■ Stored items
•••

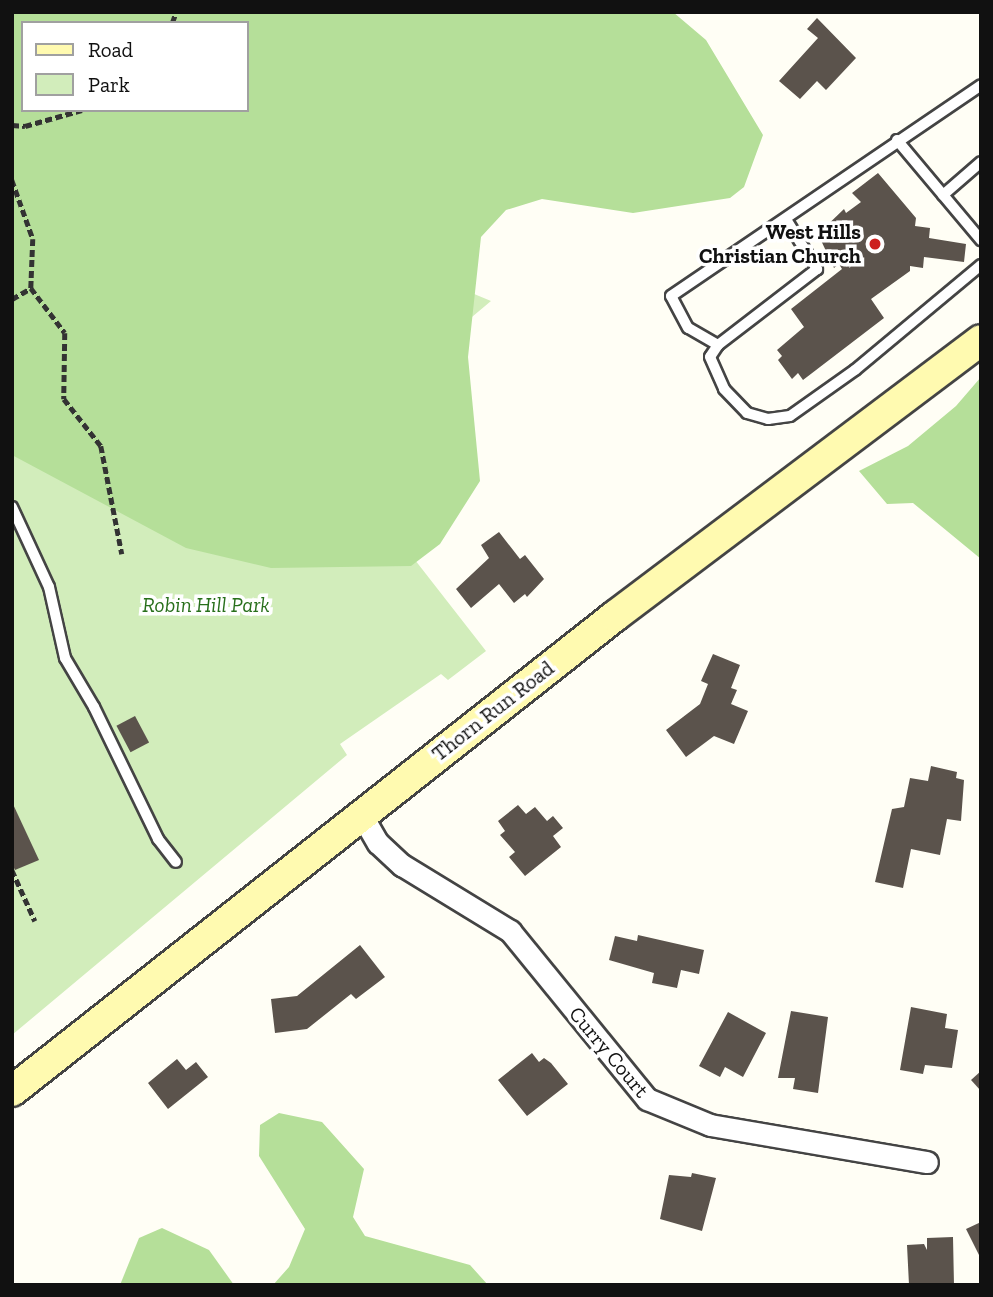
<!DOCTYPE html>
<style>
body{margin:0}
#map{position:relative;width:993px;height:1297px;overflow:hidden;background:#fffef5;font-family:"Zilla Slab",serif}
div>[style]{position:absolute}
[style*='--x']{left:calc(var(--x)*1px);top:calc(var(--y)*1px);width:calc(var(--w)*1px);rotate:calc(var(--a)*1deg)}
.green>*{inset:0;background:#d2edbb}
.forest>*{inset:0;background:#b5df99}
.building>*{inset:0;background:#5b534c;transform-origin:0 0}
.path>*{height:4.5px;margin-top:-2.25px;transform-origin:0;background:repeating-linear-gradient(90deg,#333 0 7px,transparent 0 10.5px)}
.roads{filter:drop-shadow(2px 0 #444) drop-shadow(-2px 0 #444) drop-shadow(0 2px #444) drop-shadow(0 -2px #444)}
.lane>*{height:10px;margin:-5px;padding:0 5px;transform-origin:5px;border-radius:5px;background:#fff}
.street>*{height:21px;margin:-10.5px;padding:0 10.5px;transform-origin:10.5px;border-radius:10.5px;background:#fff}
.secondary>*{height:30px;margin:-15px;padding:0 15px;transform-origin:15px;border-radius:15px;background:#fffab0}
.dots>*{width:19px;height:19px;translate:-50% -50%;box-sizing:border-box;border:4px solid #fff;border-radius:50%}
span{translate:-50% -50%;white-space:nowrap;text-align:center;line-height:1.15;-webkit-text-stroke:7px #fff;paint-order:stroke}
.poi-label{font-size:21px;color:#111;font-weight:700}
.right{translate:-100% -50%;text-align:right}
.park-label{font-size:21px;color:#286f1b;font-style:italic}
.street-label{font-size:21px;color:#111}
.frame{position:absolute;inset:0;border:14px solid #111;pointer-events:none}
.legend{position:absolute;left:21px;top:21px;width:228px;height:91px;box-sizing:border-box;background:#fff;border:2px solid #a0a0a0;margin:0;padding:9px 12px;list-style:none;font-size:21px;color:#111}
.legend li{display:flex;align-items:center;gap:14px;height:35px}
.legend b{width:35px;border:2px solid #a0a0a0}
</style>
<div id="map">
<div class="green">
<i style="clip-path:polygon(12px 12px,23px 23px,23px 110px,247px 110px,268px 208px,491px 301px,323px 442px,486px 651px,448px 680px,441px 674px,340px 744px,347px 755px,12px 1035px)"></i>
</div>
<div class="forest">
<i style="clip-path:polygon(evenodd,12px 12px,673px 12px,706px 40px,763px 135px,744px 187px,730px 198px,633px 213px,542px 199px,506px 210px,481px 237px,468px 357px,480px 481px,440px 544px,411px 566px,271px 568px,186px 548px,12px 455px,12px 12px,23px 23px,247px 23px,247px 110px,23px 110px,23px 23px)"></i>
<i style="clip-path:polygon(981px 377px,981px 559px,913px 503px,887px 504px,859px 471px,908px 446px,956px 406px)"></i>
<i style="clip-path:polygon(279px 1113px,322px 1122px,364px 1169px,353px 1217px,365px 1236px,470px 1265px,488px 1285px,273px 1285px,289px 1267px,305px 1229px,259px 1156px,260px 1125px)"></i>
<i style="clip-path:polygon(162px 1228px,209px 1250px,234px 1285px,120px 1285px,139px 1238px)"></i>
</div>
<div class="building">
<i style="clip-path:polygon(817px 18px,856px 58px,826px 90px,817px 81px,800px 99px,779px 81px,818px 38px,807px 29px)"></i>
<i style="clip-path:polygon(878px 173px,916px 218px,915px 226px,930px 228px,929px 238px,966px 244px,964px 262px,924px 257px,923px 268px,910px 266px,910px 271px,871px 299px,884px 318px,803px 380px,798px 373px,792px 379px,778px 360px,782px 356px,777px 350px,804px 327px,791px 309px,842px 269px,839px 264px,834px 268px,818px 234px,844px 209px,846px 213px,861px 202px,852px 193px)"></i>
<i style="clip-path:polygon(499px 532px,520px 559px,525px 555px,544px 579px,527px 597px,525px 594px,514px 603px,499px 584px,471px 608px,456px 589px,489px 558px,481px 545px)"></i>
<i style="clip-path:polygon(713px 654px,740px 665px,731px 688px,737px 690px,731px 704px,748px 711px,734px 744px,714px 736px,686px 757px,666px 730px,700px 704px,708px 684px,701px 681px)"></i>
<i style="left:135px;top:716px;width:30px;height:21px;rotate:62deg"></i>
<i style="clip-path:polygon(931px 766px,957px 772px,956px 778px,964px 780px,961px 821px,947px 819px,940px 855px,911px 849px,903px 888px,875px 882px,892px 809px,904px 807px,910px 778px,928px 781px)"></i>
<i style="clip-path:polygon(12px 802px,39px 860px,15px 870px,12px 864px)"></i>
<i style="clip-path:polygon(518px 805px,526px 814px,535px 807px,547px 821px,553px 816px,563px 828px,553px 836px,561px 847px,525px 876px,509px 857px,515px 852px,500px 835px,505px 831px,498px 821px)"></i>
<i style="clip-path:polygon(638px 935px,704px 950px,699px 974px,681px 970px,677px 988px,652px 983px,654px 973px,609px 960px,615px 936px,637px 941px)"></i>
<i style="clip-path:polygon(360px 945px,385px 977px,356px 999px,351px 994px,307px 1029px,275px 1033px,271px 999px,297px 996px)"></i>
<i style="clip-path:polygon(911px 1007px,947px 1014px,945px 1028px,958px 1030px,952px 1068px,925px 1065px,923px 1074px,900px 1070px)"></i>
<i style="clip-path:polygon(791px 1011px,828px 1017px,818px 1093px,793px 1089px,795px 1078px,778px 1078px)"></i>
<i style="clip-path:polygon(728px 1012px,766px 1033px,743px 1077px,725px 1067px,720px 1077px,699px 1066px)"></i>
<i style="clip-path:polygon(532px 1053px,539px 1062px,544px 1058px,551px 1063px,568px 1084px,527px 1116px,498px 1080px)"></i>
<i style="clip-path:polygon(177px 1059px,186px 1070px,196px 1062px,208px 1077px,168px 1109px,148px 1083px)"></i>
<i style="clip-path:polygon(981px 1071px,981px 1091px,971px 1080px)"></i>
<i style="clip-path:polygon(692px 1173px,716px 1178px,702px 1231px,660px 1219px,669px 1175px,691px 1177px)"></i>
<i style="clip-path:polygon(981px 1222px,981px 1259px,966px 1229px)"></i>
<i style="clip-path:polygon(953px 1237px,954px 1285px,909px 1285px,907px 1245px,924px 1244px,927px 1250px,927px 1238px)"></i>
</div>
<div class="path">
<i style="--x:172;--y:23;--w:12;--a:-70"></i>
<i style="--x:12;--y:125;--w:13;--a:4"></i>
<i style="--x:25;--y:126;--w:59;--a:-15.7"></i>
<i style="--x:12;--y:180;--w:63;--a:70.4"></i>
<i style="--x:33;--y:239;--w:49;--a:92.3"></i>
<i style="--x:31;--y:288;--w:56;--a:52.9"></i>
<i style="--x:65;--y:333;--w:66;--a:90.9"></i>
<i style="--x:64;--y:399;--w:60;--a:51.8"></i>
<i style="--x:101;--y:446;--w:110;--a:79"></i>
<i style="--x:12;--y:299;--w:22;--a:-30"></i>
<i style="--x:12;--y:870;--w:56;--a:65.7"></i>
</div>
<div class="roads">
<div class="lane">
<i style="--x:897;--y:140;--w:131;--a:50"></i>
<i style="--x:943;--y:195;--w:50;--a:-41"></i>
<i style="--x:787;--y:221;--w:57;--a:58"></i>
<i style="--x:817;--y:269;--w:125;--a:142.5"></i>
<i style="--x:718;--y:345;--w:34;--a:-150"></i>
<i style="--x:688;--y:328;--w:36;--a:-118"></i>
<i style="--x:671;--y:296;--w:375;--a:-34.2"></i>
<i style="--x:718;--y:345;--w:14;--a:124"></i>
<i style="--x:710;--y:357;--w:35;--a:66"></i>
<i style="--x:724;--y:389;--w:33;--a:46"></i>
<i style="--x:747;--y:413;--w:22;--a:16"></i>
<i style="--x:768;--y:419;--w:22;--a:-8"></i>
<i style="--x:790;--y:416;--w:80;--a:-35.3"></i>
<i style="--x:855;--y:370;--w:164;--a:-39.8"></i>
<i style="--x:12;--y:507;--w:88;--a:65.2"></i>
<i style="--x:49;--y:587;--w:73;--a:77.3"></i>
<i style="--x:65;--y:658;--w:57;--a:59.4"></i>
<i style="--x:94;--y:707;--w:147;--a:64.1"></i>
<i style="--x:158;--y:839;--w:29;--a:52"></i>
</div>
<div class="street">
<i style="--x:361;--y:814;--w:34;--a:60"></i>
<i style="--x:378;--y:843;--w:33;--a:43"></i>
<i style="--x:402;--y:865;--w:127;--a:31.4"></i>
<i style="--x:510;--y:931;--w:217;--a:50.8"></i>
<i style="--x:647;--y:1099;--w:68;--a:22.4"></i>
<i style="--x:710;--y:1125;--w:220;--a:9.7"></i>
</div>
<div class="secondary">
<i style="--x:12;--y:1091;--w:768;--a:-38.23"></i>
<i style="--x:615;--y:616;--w:458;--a:-37"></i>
</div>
</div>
<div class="dots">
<i style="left:875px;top:244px;background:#cc1f1e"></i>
</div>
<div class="poi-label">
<span class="right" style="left:861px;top:244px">West Hills<br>Christian Church</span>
</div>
<div class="park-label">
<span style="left:206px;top:605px">Robin Hill Park</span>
</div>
<div class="street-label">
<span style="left:493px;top:711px;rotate:-38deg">Thorn Run Road</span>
<span style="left:609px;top:1052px;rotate:50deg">Curry Court</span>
</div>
<div class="frame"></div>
<ul class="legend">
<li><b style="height:9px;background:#fffab0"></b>Road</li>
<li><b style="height:19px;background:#d2edbb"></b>Park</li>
</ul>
</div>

•••

■ Task
Each line above that includes the word "lane" is to be copied.

■ Response to the task
.lane>*{height:10px;margin:-5px;padding:0 5px;transform-origin:5px;border-radius:5px;background:#fff}
<div class="lane">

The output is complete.